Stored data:
● ● ● ● ● ● ●

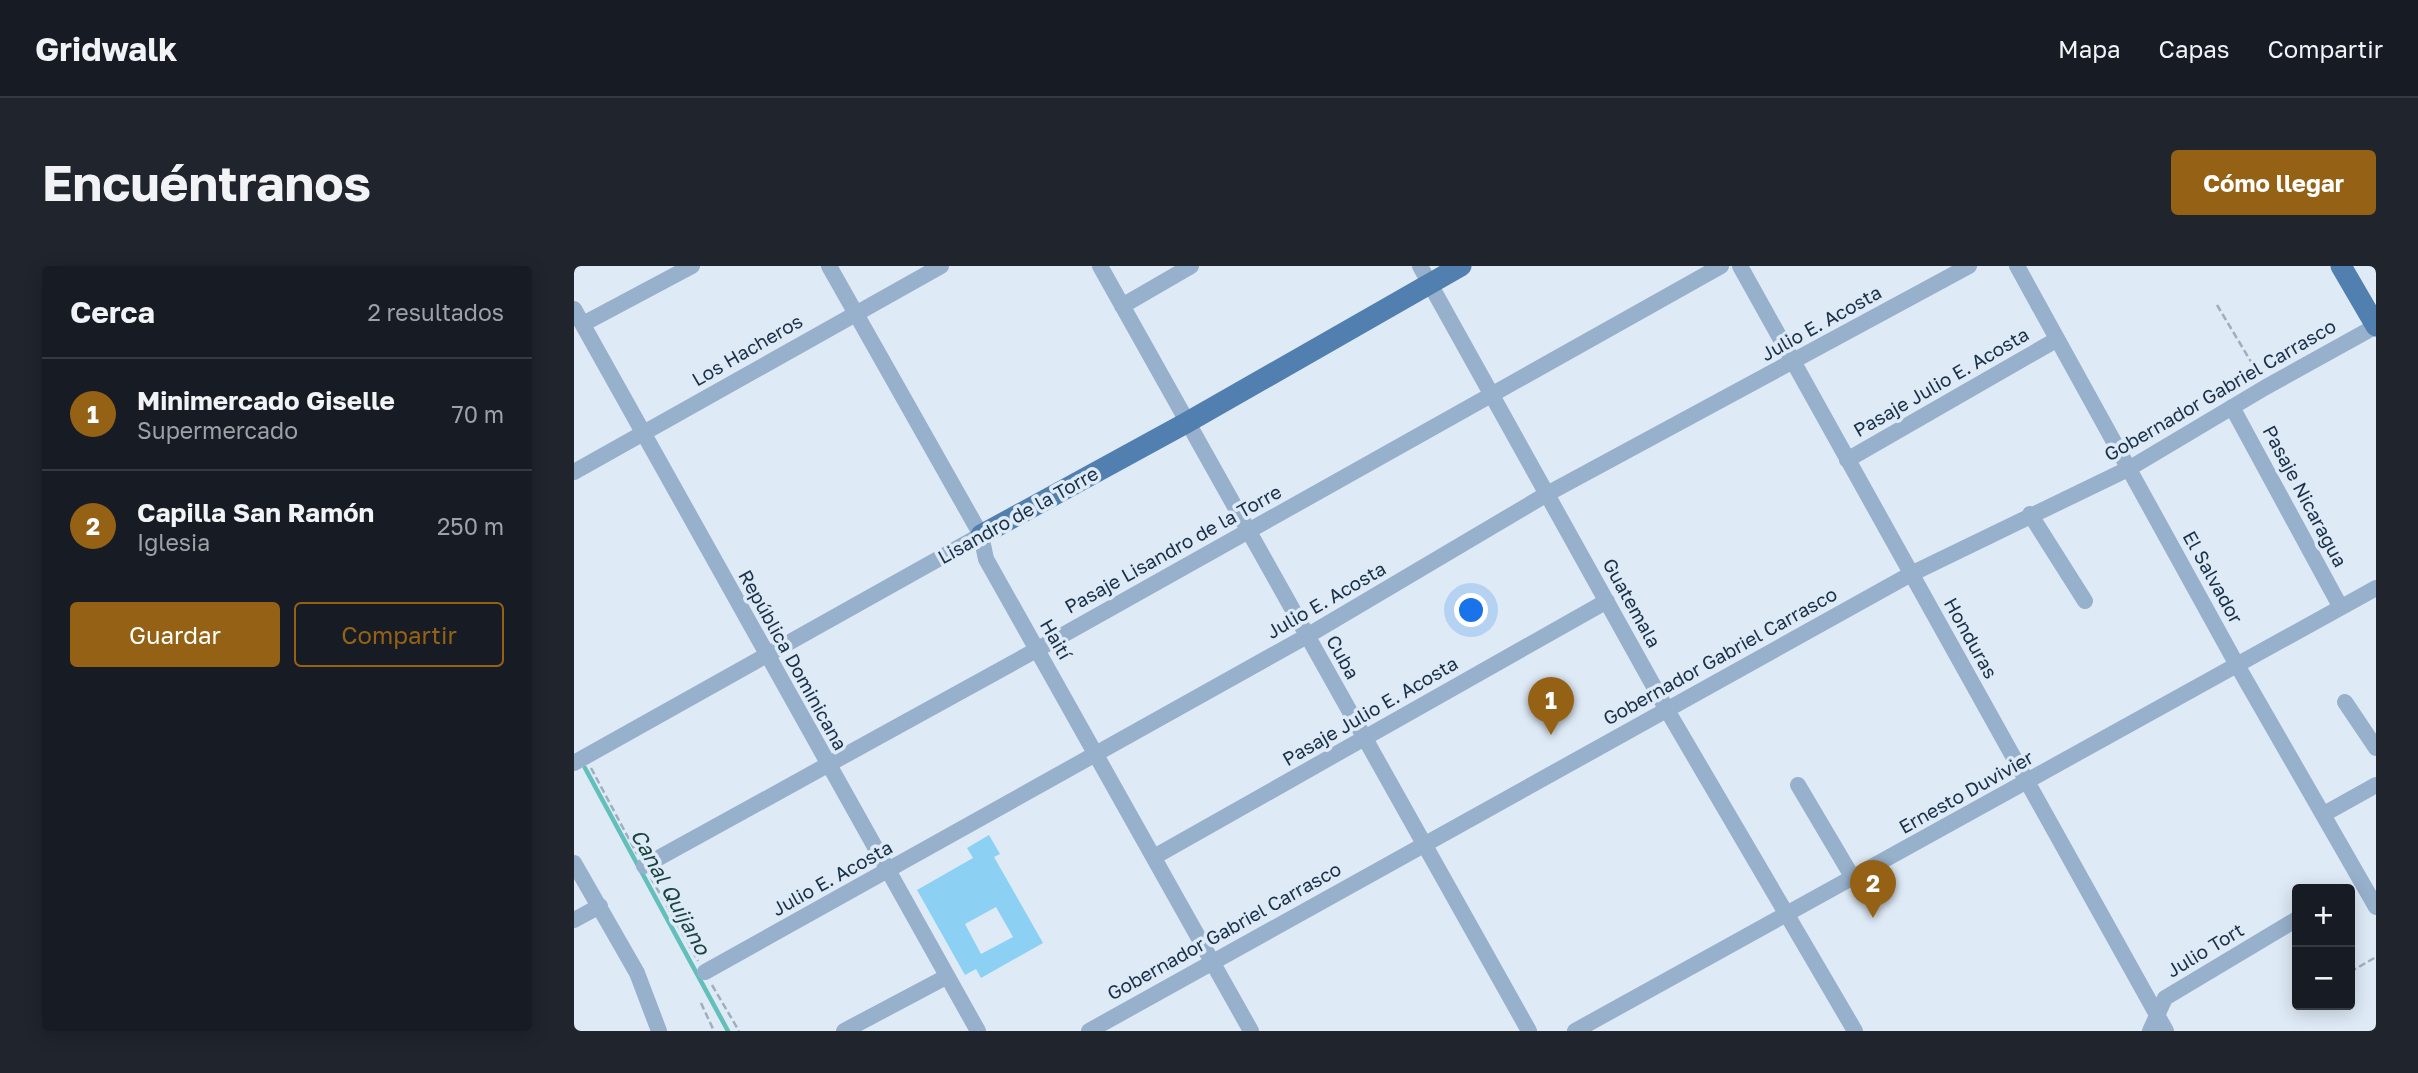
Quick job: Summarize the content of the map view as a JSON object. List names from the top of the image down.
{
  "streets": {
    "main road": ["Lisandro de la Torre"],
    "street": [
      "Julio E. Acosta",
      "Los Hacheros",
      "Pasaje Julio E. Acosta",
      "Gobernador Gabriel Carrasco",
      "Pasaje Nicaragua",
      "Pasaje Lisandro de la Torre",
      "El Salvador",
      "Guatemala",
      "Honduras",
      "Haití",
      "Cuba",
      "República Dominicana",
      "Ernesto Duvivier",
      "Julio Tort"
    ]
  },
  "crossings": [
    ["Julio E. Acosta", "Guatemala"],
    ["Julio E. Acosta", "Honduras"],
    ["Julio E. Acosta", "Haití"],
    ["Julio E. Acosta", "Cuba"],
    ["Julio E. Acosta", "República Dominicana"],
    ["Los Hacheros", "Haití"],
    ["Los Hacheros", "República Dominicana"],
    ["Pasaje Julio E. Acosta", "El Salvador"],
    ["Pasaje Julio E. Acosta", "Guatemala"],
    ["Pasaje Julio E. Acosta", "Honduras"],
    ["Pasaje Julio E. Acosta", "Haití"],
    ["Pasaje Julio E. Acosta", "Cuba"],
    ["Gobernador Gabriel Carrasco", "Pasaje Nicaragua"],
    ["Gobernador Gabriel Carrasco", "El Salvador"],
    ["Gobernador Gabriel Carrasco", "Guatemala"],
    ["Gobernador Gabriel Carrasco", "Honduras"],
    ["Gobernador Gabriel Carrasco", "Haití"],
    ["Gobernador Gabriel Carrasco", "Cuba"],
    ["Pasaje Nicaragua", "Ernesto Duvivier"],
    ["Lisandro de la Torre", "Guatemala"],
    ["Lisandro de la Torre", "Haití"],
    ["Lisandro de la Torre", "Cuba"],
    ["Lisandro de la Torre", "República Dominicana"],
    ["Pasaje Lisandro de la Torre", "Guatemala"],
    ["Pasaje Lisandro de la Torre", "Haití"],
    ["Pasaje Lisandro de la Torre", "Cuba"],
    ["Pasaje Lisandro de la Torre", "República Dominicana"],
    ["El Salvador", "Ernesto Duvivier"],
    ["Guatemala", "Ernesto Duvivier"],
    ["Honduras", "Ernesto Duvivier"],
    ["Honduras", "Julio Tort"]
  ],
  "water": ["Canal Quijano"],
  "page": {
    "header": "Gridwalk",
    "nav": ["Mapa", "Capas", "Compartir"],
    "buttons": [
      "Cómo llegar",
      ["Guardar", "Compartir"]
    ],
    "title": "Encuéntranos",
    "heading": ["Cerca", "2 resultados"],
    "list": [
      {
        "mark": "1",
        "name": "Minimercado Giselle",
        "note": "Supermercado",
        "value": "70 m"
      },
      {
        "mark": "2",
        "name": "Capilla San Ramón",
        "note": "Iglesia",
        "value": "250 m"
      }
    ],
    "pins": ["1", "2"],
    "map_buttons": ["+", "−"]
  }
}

● ● ● ● ● ● ●

The entries above need to be repeated in full, word for word. Skip the images.

Quick job: Summarize the content of the map view as a JSON object. List names from the top of the image down.
{
  "streets": {
    "main road": ["Lisandro de la Torre"],
    "street": [
      "Julio E. Acosta",
      "Los Hacheros",
      "Pasaje Julio E. Acosta",
      "Gobernador Gabriel Carrasco",
      "Pasaje Nicaragua",
      "Pasaje Lisandro de la Torre",
      "El Salvador",
      "Guatemala",
      "Honduras",
      "Haití",
      "Cuba",
      "República Dominicana",
      "Ernesto Duvivier",
      "Julio Tort"
    ]
  },
  "crossings": [
    ["Julio E. Acosta", "Guatemala"],
    ["Julio E. Acosta", "Honduras"],
    ["Julio E. Acosta", "Haití"],
    ["Julio E. Acosta", "Cuba"],
    ["Julio E. Acosta", "República Dominicana"],
    ["Los Hacheros", "Haití"],
    ["Los Hacheros", "República Dominicana"],
    ["Pasaje Julio E. Acosta", "El Salvador"],
    ["Pasaje Julio E. Acosta", "Guatemala"],
    ["Pasaje Julio E. Acosta", "Honduras"],
    ["Pasaje Julio E. Acosta", "Haití"],
    ["Pasaje Julio E. Acosta", "Cuba"],
    ["Gobernador Gabriel Carrasco", "Pasaje Nicaragua"],
    ["Gobernador Gabriel Carrasco", "El Salvador"],
    ["Gobernador Gabriel Carrasco", "Guatemala"],
    ["Gobernador Gabriel Carrasco", "Honduras"],
    ["Gobernador Gabriel Carrasco", "Haití"],
    ["Gobernador Gabriel Carrasco", "Cuba"],
    ["Pasaje Nicaragua", "Ernesto Duvivier"],
    ["Lisandro de la Torre", "Guatemala"],
    ["Lisandro de la Torre", "Haití"],
    ["Lisandro de la Torre", "Cuba"],
    ["Lisandro de la Torre", "República Dominicana"],
    ["Pasaje Lisandro de la Torre", "Guatemala"],
    ["Pasaje Lisandro de la Torre", "Haití"],
    ["Pasaje Lisandro de la Torre", "Cuba"],
    ["Pasaje Lisandro de la Torre", "República Dominicana"],
    ["El Salvador", "Ernesto Duvivier"],
    ["Guatemala", "Ernesto Duvivier"],
    ["Honduras", "Ernesto Duvivier"],
    ["Honduras", "Julio Tort"]
  ],
  "water": ["Canal Quijano"],
  "page": {
    "header": "Gridwalk",
    "nav": ["Mapa", "Capas", "Compartir"],
    "buttons": [
      "Cómo llegar",
      ["Guardar", "Compartir"]
    ],
    "title": "Encuéntranos",
    "heading": ["Cerca", "2 resultados"],
    "list": [
      {
        "mark": "1",
        "name": "Minimercado Giselle",
        "note": "Supermercado",
        "value": "70 m"
      },
      {
        "mark": "2",
        "name": "Capilla San Ramón",
        "note": "Iglesia",
        "value": "250 m"
      }
    ],
    "pins": ["1", "2"],
    "map_buttons": ["+", "−"]
  }
}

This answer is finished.